County Coun. Marcus Johnstone, cabinet member for environment, planning and cultural services, said: “We know that Charlotte stayed at Gawthorpe Hall twice, and the exhibition will bring out the connection between Charlotte, Elizabeth and the powerful Kay-Shuttleworth family.
“Visitors will be able to gain an insight into what the hall would have been like when Charlotte visited, and also what Charlotte felt about her visits and the adulation she received from Sir James Kay-Shuttleworth.
“Anyone interested in the Brontë’s and their legacy, and also British literature, will find this really interesting.”
Key 103 lists the best spots for a romantic picnic such as Yorkshire.
From the inspiration for Emily Brontë’s Wuthering Heights, Yorkshire has so many great places for a romantic picnic.
Catholic Courier has some recommendations for summer reads:
Orphan Train, a novel by Christina Baker Kline, features the stories of two girls separated by more than 70 years and half a continent. Both children are outsiders, not only because of their life among strangers, but because Molly is a Penobscot Indian and Vivian was an Irish immigrant
Molly, a 17-year-old girl about to age out of the foster system, steals a book (Jane Eyre, no less!) from the school library. The punishment is community service hours, and these lead her to Vivian’s house. As a 9-year-old, Vivian was scooped up by the Children’s Aid Society in New York City and sent to the Midwest to be fostered by any farm family who needed field hands. (Juli Palma)
This columnist at Austostraddle recalls how she was first introduced to the comic Strangers In Paradise.
I was 23 or 24, standing in Galactic Quest comic book shop in Buford, GA, when the owner, Kyle, pressed Strangers in Paradise into my hand. He asked me what kind of books I liked to read and I blurted out “Wuthering Heights” for some reason, and he laughed and told me to take the first SiP trade paperback. He said if I liked it I could come back and pay for it later, and if I didn’t, I could just pass it along to someone else who had a thing for female protagonists who love so deeply the weather changes with their moods. It was a good Brontë joke and when I laughed he flipped the book over and showed me the cast of characters on the back cover: “This is Katchoo,” he said. “She’s in love with her best friend, Francine; this is her. She thinks she’s in love with Freddie, but she’s just scared to admit she’s in love with Katchoo too.” (Heather Hogan)

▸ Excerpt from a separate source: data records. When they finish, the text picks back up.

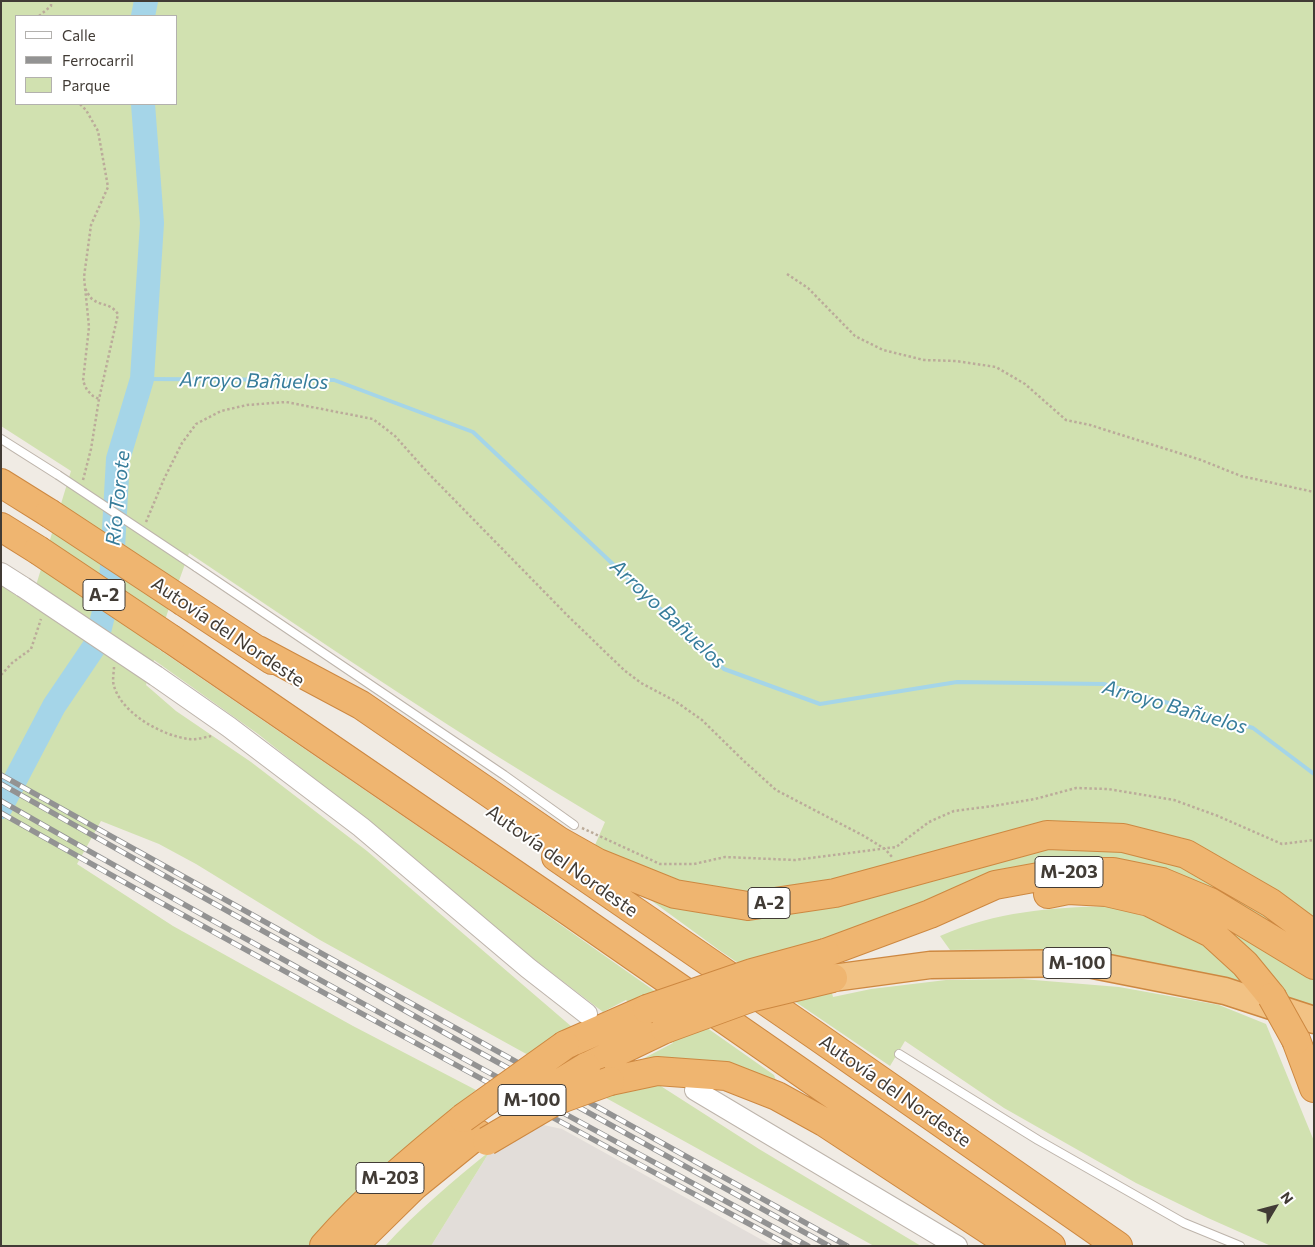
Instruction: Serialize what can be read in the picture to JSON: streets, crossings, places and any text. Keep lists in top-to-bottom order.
{
  "streets": {
    "highway": [
      "A-2",
      "Autovía del Nordeste",
      "M-203",
      "M-100"
    ]
  },
  "crossings": [
    ["A-2", "Autovía del Nordeste"],
    ["M-203", "M-100"]
  ],
  "water": ["Arroyo Bañuelos", "Río Torote"],
  "legend": ["Calle", "Ferrocarril", "Parque"],
  "north": "top right"
}
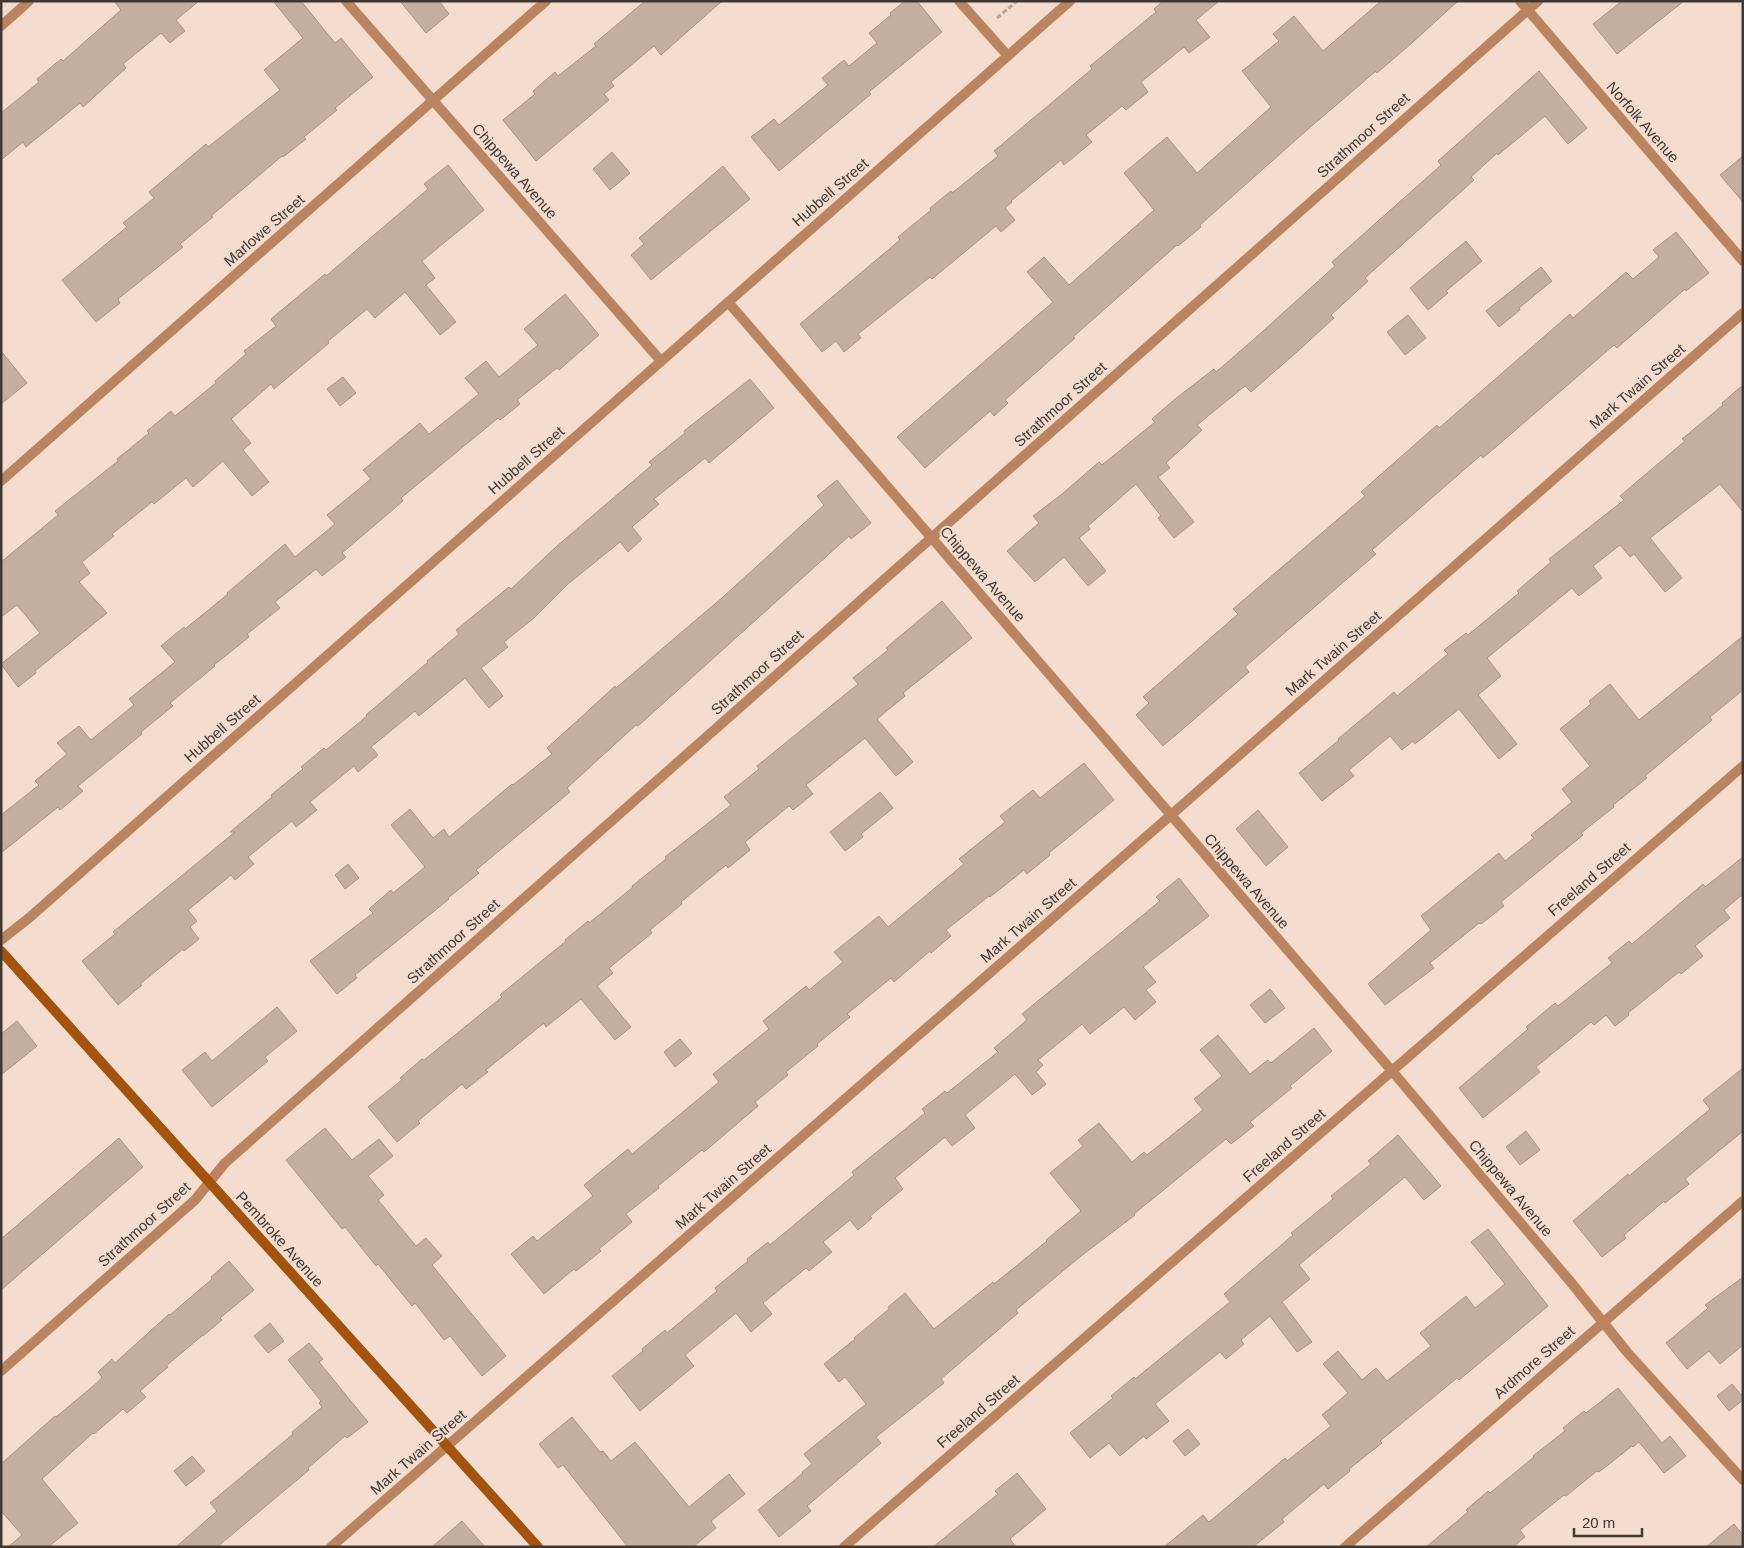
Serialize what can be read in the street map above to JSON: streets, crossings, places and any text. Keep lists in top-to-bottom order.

Variety reviews the film Blood Stripe concluding that,
The warm-and-fuzzy church group, Lipinski’s conventional Heathcliff-like romantic figure, the poorly integrated thriller elements (a more congruent film would’ve made those local yokels a constant phantom menace) and a vague, unconvincing climactic catharsis all weaken what had initially seems a tougher-minded film. (Dennis Harvey)
My Interdimensional Chaos reviews Lyndsay Faye's Jane Steele.